• back
  • 6.1.3-COMMERCE ÉLECTRONIQUE-UN COMMERCE EFFICACE AVANT TOUT

  • header fr
  • Un commerce efficace avant tout

     
     

    Aucune entreprise ne peut prétendre bénéficier des avantages du système commercial sans papiers sur Internet sans disposer d'abord d'un système informatisé de contrôle interne relativement sophistiqué.
    L'Internet est un support permettant le transfert de données et les utilisateurs ont besoin d'une base de données qui leur soit propre avant de pouvoir envisager d'envoyer et de recevoir des données de tierces parties. Le commerce électronique n'est pas automatiquement synonyme de gestion de la chaine d'approvisionnement. Il est tout d'abord nécessaire de normaliser le fonctionnement d'une branche d'activité ou d'un groupe d'entreprises. Pour que le commerce électronique du café soit couronné de succès, il nous faut tout d'abord un commerce efficace, et c'est là qu'Internet offre un potentiel énorme de plus en plus exploité. D'excellents exemples fonctionnent déjà dans le secteur du café, notamment le système d'opérations à terme chez LIFFE CONNECT® à Londres (voir 08.05, Marchés à terme), le contrat XML de la GCA (04.04.03, Contrats), le système eCOPS (voir la prochaine section) et les portails d'expédition et les systèmes de suivi ( 05.01 Logistique). Tous sont utilisés largement pour nombreux d'intervenants sur le marché caféière.

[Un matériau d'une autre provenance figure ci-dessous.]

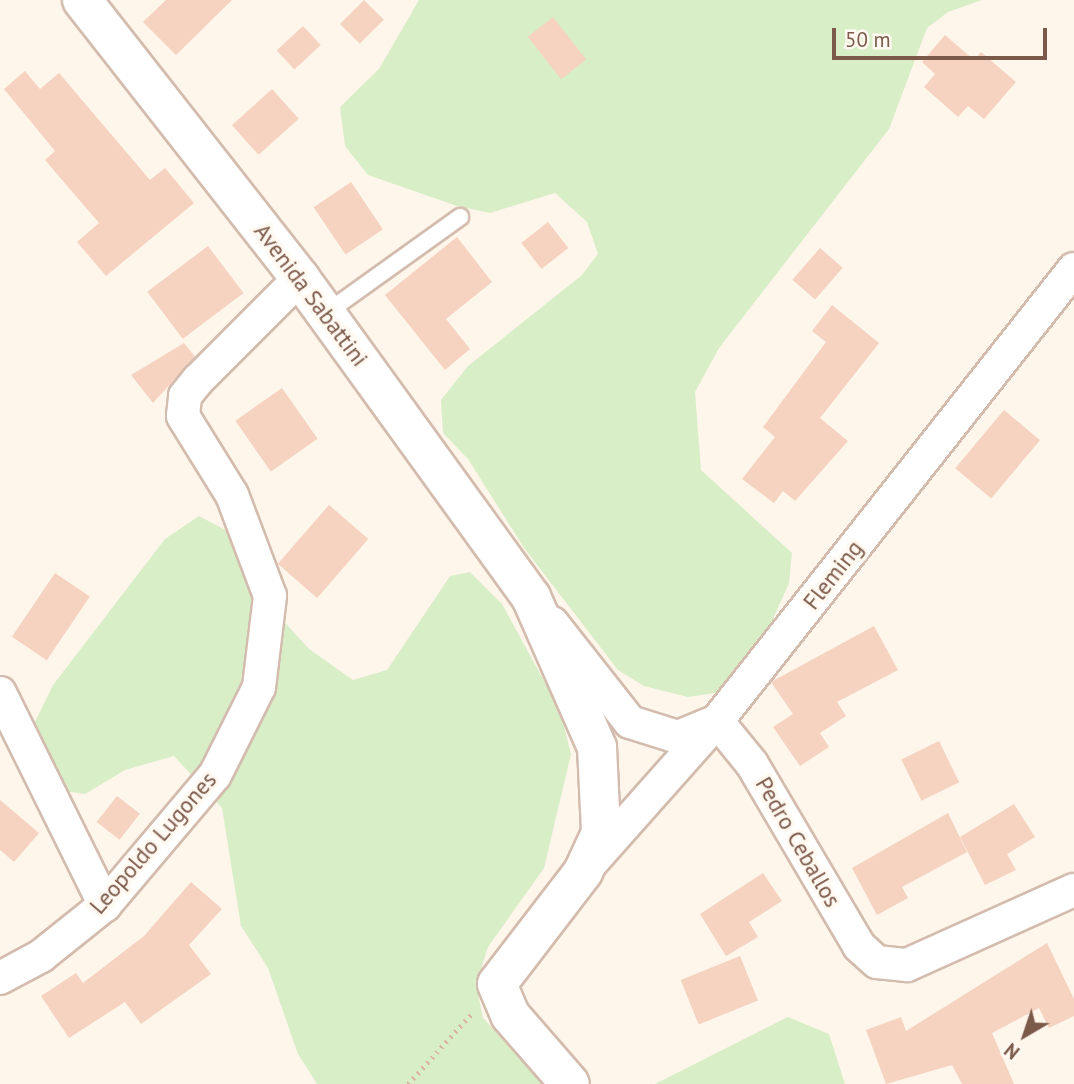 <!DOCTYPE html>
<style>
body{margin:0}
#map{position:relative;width:1074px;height:1084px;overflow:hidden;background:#fef5eb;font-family:"PT Sans",sans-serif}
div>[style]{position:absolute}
.green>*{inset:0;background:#d8eec7}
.building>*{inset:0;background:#f6d3c0;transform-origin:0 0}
.path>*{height:4.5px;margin-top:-2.25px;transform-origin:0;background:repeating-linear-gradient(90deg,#dcb5a2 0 2px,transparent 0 7px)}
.roads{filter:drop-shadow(2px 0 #d3bcae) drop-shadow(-2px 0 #d3bcae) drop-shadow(0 2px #d3bcae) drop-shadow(0 -2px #d3bcae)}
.service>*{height:16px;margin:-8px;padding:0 8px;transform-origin:8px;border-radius:8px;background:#fff}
.minor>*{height:32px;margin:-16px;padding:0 16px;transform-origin:16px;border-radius:16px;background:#fff}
.tertiary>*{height:38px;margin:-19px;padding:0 19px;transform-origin:19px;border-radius:19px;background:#fff}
span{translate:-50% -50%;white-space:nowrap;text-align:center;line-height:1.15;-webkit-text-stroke:7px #fff9f2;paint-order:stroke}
.street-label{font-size:23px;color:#7c5a4a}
.north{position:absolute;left:990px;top:1000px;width:70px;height:70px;-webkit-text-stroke:5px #fff9f2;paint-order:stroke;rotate:219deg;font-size:19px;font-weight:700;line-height:28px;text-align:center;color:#7c5a4a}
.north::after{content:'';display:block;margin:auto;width:24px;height:32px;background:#7c5a4a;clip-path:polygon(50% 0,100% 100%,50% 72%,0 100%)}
.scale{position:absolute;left:832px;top:28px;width:215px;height:32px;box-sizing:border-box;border:4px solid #7c5a4a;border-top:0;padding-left:9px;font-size:21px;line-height:24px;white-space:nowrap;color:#7c5a4a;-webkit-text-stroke:5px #fff9f2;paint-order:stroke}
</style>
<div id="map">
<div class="green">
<i style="clip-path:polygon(419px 0,982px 0,948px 12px,927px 28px,889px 129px,719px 348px,695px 392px,701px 470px,792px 553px,789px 583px,765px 637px,729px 691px,688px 697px,644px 686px,618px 670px,524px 548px,468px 459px,443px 433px,441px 400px,468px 366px,582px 275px,598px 254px,587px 222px,555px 193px,490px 213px,457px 206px,368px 175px,345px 146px,340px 107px,379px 69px)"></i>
<i style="clip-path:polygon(199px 516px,231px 533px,258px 593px,309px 649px,353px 680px,387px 670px,450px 576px,470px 572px,502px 604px,560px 710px,571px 754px,544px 868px,488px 947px,476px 985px,483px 1018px,543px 1084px,317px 1084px,298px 1054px,268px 968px,241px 926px,222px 808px,174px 756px,125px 770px,85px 794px,64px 791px,33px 726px,53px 685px,165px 539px)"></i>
<i style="clip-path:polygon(788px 1017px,829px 1034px,845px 1084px,655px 1084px)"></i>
</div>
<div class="building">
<i style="clip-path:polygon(166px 0,232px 0,176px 55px,143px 22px)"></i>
<i style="left:364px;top:0;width:28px;height:34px;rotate:45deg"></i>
<i style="left:553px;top:17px;width:54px;height:32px;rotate:52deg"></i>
<i style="left:303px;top:26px;width:26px;height:36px;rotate:47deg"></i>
<i style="clip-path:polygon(945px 35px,974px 60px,981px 52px,1016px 82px,984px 119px,968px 106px,958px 117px,924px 87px,935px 74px,922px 62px)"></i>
<i style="clip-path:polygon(25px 71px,40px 89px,59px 73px,150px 180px,165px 168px,194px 203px,106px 276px,77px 242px,99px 223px,45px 160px,55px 151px,4px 89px)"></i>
<i style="left:272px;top:89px;width:40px;height:54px;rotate:48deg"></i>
<i style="left:351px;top:182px;width:57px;height:45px;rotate:56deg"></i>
<i style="left:548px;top:222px;width:33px;height:34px;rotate:52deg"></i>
<i style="clip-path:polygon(457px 237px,492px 282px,446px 319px,470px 349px,445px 370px,385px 295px)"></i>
<i style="left:208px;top:246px;width:59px;height:76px;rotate:53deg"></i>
<i style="left:820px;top:248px;width:30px;height:42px;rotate:41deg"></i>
<i style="clip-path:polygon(832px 305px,879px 343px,820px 418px,848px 441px,795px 501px,783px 491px,774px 503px,742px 479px,775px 437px,763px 427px,826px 342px,812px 331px)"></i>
<i style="clip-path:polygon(184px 343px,195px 357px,153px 403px,131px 375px)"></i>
<i style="left:282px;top:388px;width:62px;height:57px;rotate:55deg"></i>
<i style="left:1004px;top:410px;width:47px;height:76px;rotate:40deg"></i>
<i style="left:329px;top:505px;width:52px;height:78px;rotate:41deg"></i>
<i style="left:55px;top:573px;width:42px;height:77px;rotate:34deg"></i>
<i style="clip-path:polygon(874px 626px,898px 670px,837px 702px,846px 716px,820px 733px,829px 747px,800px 766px,773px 727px,793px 714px,771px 682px)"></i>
<i style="left:939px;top:741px;width:46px;height:42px;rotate:64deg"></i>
<i style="left:117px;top:796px;width:29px;height:33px;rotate:38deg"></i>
<i style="clip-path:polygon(0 800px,39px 833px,14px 862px,0 850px)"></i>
<i style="clip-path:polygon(1014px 804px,1035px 837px,1007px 854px,1016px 870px,985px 885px,960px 837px)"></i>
<i style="clip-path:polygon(948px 813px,967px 852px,902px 887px,908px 898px,877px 915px,852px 868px)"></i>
<i style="clip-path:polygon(763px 873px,782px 901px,749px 922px,758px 937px,726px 956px,700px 914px)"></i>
<i style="clip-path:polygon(191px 882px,222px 909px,189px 945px,211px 974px,141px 1024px,125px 1002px,69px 1038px,41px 996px,76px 973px,83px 983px,144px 936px)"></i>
<i style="clip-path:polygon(1047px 943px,1074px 999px,1074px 1016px,1049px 1028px,1039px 1008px,992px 1033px,1014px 1084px,962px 1084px,952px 1065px,886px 1084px,866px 1030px,901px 1017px,906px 1031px)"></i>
<i style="left:740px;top:956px;width:48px;height:64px;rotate:68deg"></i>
</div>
<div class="path">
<i style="left:408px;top:1084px;width:97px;rotate:-47.9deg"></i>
</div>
<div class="roads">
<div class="service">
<i style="left:326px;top:313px;width:165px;rotate:-35.6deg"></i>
</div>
<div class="minor">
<i style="left:552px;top:623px;width:126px;rotate:51.8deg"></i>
<i style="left:630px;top:722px;width:50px;rotate:17.4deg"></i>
<i style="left:678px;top:737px;width:42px;rotate:-22.3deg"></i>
<i style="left:717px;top:721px;width:55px;rotate:50.9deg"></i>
<i style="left:752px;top:764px;width:211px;rotate:59.5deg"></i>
<i style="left:859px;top:946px;width:24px;rotate:42deg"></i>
<i style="left:877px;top:962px;width:30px;rotate:6deg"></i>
<i style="left:907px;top:965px;width:183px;rotate:-24.2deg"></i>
<i style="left:0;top:693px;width:237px;rotate:63.7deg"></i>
<i style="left:591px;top:863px;width:190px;rotate:-48.4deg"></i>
<i style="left:717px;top:721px;width:576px;rotate:-51.7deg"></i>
<i style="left:0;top:978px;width:47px;rotate:-28.2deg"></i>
<i style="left:41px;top:956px;width:82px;rotate:-38.6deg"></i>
<i style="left:105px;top:905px;width:170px;rotate:-49.8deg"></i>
<i style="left:215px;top:775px;width:98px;rotate:-63.4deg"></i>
<i style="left:259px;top:687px;width:92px;rotate:-83.1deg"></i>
<i style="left:270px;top:596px;width:108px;rotate:-110.6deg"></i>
<i style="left:232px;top:495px;width:93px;rotate:-121.8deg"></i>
<i style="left:183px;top:416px;width:20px;rotate:-84deg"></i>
<i style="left:185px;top:396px;width:21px;rotate:-51deg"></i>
<i style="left:198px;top:380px;width:144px;rotate:-45deg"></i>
</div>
<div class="tertiary">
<i style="left:82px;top:0;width:353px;rotate:51.9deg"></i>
<i style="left:300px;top:278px;width:394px;rotate:54.1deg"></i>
<i style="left:531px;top:597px;width:164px;rotate:66.3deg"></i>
<i style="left:597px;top:747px;width:86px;rotate:87.3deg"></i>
<i style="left:601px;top:833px;width:43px;rotate:114.8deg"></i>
<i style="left:583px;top:872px;width:141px;rotate:127.5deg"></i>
<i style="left:497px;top:984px;width:34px;rotate:67deg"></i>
<i style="left:510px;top:1015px;width:91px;rotate:49deg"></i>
</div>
</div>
<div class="street-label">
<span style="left:311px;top:295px;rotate:53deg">Avenida Sabattini</span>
<span style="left:833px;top:575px;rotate:-52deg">Fleming</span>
<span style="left:798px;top:842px;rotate:60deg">Pedro Ceballos</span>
<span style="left:153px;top:843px;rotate:-49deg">Leopoldo Lugones</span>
</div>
<div class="north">N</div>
<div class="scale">50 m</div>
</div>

    Toutefois, l'expectative originelle derrière la documentation électronique était que de tels systèmes pourraient éventuellement relier à tous, ou au moins à la plus part des acteurs dans la chaîne du café. Et que le résultat logique d'un tel processus pourrait au fil du temps, faciliter la création de marchés électroniques où les acheteurs et les vendeurs de café vert pourraient se réunir.

    En revanche, la documentation électronique a devenue quelque chose tout à fait différente de celle prévue au début. Dans le commerce de café de nos jours, la plupart de systèmes avec de bases des données auto actualisées génèrent seulement que des documents internes qui sont transmises électroniquement ou envoyés à des tiers. Les documents des tiers doivent alors être enregistrés manuellement par la partie réceptrice dans leur base des données.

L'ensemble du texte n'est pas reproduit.